Address
- 15510 1st Avenue N.E. Duvall, Washington, 98019 United States

District information
- Type: Public
- Motto: Building Bridges to the Future
- Grades: K-12
- Established: 1986; 39 years ago
- Superintendent: Dr. Susan Leach
- Schools: 6
- NCES District ID: 5304560

Students and staff
- Students: 3,105 (2020-2021)
- Student–teacher ratio: 17.01

Other information
- Website: rsd407.org

= Riverview School District (Washington) =

School district in Washington, United States

Riverview School District No. 407 is a public school district in King County, Washington, USA and contains within its boundaries, the communities of Duvall, Carnation, and the surrounding areas.
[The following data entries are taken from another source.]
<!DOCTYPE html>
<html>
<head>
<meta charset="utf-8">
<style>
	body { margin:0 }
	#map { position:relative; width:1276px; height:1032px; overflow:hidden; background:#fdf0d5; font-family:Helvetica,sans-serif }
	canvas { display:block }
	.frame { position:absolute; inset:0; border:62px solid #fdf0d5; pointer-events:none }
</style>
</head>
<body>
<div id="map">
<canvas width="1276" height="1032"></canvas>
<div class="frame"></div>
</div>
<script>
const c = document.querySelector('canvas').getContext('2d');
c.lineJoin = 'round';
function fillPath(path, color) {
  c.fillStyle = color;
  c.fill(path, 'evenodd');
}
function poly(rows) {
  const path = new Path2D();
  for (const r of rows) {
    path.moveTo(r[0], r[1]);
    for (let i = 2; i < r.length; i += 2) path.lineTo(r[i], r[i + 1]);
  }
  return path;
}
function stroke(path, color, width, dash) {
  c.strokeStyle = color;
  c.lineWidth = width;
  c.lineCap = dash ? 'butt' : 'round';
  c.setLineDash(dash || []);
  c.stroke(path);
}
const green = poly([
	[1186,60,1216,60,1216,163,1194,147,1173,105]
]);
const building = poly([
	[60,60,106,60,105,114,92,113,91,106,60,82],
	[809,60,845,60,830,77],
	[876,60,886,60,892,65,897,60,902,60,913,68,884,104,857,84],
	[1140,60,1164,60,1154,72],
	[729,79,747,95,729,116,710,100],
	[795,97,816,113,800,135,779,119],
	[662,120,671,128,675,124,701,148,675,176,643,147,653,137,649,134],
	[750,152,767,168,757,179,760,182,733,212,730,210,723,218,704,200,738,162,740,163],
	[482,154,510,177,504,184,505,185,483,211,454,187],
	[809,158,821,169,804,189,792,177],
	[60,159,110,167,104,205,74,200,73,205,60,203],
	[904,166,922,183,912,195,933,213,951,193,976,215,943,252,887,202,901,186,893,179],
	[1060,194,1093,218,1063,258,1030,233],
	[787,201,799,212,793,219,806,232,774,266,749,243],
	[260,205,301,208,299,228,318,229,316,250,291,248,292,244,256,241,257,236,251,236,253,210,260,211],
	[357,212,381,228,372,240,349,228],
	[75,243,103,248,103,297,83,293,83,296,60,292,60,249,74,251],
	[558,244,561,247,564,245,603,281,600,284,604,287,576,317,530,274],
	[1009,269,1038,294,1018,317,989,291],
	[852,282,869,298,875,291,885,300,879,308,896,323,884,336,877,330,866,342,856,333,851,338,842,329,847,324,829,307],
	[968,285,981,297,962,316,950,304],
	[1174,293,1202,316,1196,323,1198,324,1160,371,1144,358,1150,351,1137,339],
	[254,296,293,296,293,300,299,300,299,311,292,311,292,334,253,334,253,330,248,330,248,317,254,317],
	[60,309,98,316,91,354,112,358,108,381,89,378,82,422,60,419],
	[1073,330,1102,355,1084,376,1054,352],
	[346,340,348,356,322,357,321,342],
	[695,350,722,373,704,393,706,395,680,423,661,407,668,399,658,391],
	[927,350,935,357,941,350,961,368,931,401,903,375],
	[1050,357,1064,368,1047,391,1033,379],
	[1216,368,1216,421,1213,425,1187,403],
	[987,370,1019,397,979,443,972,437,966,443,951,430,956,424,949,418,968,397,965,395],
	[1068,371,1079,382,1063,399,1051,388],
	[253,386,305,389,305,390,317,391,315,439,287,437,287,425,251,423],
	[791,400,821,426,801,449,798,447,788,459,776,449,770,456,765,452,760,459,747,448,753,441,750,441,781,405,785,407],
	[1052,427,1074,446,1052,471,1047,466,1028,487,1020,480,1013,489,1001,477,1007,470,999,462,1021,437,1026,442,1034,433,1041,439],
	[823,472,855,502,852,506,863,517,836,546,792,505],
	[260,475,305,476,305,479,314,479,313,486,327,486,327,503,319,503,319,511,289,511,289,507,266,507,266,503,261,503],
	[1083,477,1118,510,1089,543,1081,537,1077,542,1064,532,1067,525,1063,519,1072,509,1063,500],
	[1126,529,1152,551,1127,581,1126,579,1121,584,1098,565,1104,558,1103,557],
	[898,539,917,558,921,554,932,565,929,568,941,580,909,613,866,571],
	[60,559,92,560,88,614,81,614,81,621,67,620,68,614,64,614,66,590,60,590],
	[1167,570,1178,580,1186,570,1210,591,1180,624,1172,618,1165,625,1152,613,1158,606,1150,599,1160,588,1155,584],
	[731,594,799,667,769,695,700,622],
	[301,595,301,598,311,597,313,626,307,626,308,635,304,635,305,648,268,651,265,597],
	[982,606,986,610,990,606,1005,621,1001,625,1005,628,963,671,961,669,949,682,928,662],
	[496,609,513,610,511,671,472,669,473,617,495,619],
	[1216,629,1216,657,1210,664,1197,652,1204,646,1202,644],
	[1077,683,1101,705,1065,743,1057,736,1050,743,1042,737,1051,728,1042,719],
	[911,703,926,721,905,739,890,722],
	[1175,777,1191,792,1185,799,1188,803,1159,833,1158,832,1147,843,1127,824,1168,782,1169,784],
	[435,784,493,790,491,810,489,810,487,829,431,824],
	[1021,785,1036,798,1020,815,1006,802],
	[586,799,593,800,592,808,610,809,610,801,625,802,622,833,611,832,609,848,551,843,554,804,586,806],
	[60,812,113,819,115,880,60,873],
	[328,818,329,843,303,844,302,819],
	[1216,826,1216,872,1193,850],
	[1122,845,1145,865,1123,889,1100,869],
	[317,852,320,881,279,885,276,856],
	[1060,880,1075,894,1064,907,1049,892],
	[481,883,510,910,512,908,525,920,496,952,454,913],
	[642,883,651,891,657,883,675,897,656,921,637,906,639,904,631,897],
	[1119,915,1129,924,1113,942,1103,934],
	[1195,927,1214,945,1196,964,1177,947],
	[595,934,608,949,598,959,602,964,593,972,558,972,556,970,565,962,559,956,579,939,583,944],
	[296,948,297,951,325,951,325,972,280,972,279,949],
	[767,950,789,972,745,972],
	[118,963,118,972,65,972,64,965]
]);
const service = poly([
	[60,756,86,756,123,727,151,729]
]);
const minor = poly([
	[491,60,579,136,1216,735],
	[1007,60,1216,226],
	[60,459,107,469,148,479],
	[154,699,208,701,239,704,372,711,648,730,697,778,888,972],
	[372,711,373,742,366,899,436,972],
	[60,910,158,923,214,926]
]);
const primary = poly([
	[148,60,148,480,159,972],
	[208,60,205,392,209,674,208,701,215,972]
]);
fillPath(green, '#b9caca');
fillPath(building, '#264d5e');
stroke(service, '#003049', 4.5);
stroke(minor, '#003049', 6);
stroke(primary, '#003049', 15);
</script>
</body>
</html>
At the end of the 2021-2022 school year, the district's enrollment was 3,065 students.

==District boundary==
It includes Carnation, Duvall, Lake Marcel-Stillwater, and portions of Ames Lake, Cottage Lake, and Union Hill-Novelty Hill.

==Schools==
- Cedarcrest High School
- Tolt Middle School
- Cherry Valley Elementary School
- Stillwater Elementary School
- Carnation Elementary School
- Riverview Learning Center (PARADE, CLIP, CHOICE)

==History==
In 1988, Tolt Junior/Senior High School split into Tolt Middle School and Tolt High School. The high school later closed when its replacement, Cedarcrest High School, opened in 1993. Tolt Middle School is still located on the original Tolt Junior/Senior High School campus.